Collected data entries
+++
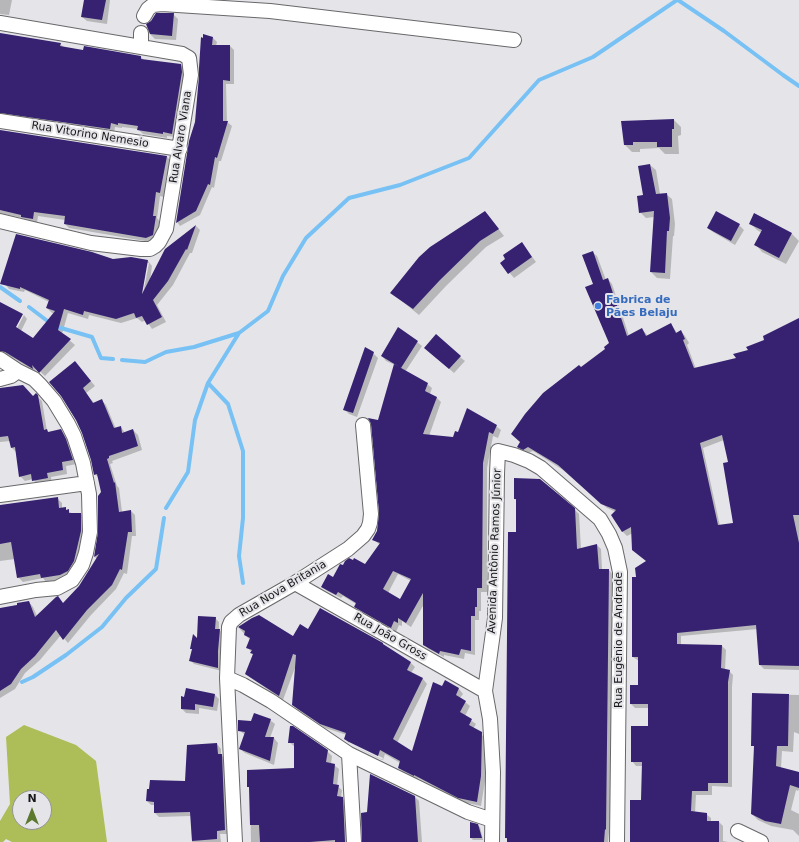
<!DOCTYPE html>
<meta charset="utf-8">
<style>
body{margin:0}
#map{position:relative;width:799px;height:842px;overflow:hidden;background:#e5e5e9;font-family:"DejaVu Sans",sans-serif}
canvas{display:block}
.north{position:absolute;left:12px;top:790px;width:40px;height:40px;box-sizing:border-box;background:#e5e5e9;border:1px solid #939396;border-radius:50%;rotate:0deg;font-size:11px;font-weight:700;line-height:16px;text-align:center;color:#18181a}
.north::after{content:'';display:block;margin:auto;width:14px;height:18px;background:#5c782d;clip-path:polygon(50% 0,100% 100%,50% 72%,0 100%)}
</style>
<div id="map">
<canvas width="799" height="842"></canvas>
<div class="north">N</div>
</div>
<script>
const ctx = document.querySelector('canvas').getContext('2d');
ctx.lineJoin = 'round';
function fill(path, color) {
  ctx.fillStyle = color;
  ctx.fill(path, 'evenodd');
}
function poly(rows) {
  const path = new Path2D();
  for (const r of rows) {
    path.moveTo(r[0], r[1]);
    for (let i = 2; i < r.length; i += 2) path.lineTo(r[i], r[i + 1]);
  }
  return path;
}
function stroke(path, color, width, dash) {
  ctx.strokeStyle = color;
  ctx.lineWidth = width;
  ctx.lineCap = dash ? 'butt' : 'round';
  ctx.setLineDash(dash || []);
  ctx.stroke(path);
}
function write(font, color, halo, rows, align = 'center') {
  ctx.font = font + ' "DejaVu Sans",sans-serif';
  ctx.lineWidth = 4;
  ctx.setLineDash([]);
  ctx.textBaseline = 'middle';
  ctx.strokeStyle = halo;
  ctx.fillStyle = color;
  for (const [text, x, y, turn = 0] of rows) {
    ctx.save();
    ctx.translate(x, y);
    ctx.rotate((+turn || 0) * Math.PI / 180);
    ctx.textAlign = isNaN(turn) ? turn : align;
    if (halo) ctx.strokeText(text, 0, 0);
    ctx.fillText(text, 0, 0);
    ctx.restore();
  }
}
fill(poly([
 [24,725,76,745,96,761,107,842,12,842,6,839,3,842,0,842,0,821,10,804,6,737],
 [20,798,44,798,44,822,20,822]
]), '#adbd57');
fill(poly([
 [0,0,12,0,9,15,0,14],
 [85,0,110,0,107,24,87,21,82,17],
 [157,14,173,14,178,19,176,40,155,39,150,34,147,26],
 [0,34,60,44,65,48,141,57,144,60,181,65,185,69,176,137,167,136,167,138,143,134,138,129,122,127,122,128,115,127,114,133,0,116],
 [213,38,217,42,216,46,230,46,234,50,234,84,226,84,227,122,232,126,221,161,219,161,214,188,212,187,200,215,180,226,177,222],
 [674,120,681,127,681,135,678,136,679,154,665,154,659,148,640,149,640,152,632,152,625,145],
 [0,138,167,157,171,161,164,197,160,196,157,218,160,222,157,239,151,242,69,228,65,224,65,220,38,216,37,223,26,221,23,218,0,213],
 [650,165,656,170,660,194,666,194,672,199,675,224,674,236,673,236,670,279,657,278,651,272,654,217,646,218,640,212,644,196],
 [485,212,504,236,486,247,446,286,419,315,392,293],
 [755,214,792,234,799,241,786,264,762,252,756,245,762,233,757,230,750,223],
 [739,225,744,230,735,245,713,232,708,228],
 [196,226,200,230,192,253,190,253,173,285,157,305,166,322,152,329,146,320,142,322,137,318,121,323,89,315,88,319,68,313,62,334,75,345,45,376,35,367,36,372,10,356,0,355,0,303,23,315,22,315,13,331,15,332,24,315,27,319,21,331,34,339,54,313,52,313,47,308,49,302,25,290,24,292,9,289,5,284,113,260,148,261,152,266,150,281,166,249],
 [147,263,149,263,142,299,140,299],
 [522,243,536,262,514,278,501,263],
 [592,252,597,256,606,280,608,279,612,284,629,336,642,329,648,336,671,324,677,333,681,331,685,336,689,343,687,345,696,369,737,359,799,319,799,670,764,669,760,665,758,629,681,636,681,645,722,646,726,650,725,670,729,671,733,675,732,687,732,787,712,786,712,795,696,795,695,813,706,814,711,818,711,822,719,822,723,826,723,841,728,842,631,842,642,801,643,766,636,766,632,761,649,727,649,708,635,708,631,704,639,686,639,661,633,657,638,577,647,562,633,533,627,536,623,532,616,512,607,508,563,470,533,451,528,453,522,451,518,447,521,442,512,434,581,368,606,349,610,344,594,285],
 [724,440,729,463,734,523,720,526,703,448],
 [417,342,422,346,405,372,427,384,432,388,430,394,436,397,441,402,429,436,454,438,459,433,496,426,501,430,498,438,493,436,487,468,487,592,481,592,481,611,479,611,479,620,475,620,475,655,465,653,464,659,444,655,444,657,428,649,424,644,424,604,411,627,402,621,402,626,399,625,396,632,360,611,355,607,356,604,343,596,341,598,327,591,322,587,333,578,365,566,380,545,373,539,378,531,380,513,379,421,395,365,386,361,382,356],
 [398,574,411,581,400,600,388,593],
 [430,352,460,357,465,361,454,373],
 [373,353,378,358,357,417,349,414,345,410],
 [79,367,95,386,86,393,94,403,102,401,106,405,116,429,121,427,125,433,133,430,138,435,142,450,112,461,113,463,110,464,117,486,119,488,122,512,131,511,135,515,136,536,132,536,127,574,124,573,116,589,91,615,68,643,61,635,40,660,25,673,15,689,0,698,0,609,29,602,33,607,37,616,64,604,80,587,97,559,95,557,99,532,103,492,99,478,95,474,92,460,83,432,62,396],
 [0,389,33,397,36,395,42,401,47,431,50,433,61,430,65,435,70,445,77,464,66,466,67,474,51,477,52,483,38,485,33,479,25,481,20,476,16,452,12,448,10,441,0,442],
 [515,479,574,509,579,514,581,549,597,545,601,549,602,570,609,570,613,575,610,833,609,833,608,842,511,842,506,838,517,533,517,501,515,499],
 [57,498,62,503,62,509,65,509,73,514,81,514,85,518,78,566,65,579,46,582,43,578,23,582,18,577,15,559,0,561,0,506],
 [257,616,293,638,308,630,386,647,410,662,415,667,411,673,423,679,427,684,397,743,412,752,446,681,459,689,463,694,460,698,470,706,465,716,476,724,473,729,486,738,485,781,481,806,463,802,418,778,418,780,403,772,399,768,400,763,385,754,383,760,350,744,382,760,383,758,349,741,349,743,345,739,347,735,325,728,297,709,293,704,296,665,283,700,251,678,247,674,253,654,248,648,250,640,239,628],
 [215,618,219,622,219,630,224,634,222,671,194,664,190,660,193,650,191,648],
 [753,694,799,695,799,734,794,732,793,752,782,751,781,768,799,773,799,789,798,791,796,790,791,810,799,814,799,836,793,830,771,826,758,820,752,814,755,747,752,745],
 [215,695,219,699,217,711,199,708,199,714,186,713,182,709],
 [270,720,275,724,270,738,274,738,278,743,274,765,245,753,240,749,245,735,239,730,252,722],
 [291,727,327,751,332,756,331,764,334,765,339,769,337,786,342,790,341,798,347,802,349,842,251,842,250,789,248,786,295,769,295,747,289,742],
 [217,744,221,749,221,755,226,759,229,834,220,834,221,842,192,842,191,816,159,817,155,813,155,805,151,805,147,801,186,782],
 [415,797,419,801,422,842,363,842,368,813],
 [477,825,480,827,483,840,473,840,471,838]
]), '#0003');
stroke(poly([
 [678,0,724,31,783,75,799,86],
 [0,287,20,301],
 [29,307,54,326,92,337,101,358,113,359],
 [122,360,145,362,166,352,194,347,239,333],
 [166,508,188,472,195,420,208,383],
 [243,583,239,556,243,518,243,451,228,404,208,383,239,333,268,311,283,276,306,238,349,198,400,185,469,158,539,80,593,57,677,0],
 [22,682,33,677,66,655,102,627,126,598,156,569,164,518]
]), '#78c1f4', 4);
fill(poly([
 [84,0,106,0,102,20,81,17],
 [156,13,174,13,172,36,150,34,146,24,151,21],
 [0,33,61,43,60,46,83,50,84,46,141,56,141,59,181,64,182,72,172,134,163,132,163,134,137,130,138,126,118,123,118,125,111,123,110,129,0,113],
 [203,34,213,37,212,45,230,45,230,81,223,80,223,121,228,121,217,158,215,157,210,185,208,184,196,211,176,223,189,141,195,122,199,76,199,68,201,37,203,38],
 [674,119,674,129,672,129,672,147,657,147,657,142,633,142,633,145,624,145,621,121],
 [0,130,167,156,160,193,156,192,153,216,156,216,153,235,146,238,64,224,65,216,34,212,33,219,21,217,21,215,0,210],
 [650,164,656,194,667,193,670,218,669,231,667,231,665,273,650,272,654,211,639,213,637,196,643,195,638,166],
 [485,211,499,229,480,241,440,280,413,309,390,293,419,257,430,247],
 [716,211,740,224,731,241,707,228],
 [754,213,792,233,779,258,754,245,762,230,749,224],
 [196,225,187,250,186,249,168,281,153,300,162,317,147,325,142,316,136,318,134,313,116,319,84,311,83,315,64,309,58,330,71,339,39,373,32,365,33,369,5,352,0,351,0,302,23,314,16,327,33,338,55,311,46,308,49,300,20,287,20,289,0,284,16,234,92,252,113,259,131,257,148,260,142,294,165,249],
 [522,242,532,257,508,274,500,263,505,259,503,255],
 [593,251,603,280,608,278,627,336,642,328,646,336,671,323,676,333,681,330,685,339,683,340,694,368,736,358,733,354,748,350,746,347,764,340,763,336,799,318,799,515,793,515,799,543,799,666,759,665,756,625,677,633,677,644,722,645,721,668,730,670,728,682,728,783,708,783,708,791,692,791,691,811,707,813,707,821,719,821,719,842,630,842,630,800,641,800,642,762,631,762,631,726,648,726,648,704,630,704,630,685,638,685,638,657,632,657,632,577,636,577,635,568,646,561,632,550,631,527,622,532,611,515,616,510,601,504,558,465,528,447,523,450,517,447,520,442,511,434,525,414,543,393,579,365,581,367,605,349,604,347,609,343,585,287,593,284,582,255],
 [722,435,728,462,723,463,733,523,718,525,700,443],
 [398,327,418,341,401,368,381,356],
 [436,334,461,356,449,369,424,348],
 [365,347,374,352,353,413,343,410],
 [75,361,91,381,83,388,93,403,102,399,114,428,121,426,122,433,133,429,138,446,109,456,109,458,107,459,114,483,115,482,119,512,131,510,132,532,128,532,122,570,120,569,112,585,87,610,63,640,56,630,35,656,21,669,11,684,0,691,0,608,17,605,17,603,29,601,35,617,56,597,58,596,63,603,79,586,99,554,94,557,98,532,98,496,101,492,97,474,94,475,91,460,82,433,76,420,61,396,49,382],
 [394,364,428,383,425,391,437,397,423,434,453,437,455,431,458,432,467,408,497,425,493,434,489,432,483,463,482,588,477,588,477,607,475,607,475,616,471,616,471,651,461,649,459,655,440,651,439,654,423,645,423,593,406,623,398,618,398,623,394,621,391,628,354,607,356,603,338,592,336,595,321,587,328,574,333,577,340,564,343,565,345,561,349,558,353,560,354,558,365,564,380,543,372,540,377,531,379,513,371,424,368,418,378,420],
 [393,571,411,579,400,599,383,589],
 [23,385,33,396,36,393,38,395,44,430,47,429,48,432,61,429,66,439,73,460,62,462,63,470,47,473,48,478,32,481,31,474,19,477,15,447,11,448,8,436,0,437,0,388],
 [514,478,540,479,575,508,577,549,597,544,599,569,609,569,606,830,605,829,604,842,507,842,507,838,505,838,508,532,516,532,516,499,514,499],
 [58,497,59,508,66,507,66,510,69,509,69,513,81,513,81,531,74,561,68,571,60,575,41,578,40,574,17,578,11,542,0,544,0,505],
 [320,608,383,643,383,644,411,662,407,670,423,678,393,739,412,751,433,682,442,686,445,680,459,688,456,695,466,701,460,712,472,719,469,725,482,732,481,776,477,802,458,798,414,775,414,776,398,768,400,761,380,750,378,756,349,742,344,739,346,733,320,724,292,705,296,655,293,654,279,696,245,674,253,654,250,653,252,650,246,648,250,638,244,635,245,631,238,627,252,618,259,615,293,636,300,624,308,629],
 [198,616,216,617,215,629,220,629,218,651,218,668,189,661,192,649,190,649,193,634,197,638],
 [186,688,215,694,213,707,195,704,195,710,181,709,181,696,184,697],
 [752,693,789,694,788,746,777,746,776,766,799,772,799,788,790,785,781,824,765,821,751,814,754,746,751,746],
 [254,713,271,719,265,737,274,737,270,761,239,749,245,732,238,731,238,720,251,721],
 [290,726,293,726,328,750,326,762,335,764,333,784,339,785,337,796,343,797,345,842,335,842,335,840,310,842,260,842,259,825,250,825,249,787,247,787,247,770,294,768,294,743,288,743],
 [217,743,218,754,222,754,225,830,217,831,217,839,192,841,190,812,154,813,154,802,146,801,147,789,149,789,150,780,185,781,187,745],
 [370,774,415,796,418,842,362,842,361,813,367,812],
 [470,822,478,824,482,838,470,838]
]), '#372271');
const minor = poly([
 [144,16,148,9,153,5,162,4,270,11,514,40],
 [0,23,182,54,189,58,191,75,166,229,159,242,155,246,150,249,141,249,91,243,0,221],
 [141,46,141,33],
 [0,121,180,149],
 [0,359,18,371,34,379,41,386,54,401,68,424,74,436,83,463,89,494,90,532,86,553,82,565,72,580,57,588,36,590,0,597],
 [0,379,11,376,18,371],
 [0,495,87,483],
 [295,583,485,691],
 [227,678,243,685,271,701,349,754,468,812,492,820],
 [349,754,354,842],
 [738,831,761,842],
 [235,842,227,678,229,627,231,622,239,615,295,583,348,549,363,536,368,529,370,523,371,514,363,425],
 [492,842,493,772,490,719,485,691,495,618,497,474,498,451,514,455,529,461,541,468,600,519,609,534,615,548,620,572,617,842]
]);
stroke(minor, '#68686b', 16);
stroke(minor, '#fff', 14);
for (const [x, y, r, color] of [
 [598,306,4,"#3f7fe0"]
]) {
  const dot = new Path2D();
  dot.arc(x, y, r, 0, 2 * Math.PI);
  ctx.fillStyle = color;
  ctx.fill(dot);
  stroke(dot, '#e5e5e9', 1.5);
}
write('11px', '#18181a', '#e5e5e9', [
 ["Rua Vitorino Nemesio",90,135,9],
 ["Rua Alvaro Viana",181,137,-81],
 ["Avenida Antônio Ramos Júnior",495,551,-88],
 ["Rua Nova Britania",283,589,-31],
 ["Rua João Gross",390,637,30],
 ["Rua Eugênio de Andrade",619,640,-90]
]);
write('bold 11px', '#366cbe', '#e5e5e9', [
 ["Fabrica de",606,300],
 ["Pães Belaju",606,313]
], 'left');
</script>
+++
■ What you will do ■
For this exercise, please output exactly the lines above starting at the line with "ctx.fill(path, 'evenodd');" and ending at the line with "ctx.lineWidth = 4;", ends included.

■ Problem solution ■
  ctx.fill(path, 'evenodd');
}
function poly(rows) {
  const path = new Path2D();
  for (const r of rows) {
    path.moveTo(r[0], r[1]);
    for (let i = 2; i < r.length; i += 2) path.lineTo(r[i], r[i + 1]);
  }
  return path;
}
function stroke(path, color, width, dash) {
  ctx.strokeStyle = color;
  ctx.lineWidth = width;
  ctx.lineCap = dash ? 'butt' : 'round';
  ctx.setLineDash(dash || []);
  ctx.stroke(path);
}
function write(font, color, halo, rows, align = 'center') {
  ctx.font = font + ' "DejaVu Sans",sans-serif';
  ctx.lineWidth = 4;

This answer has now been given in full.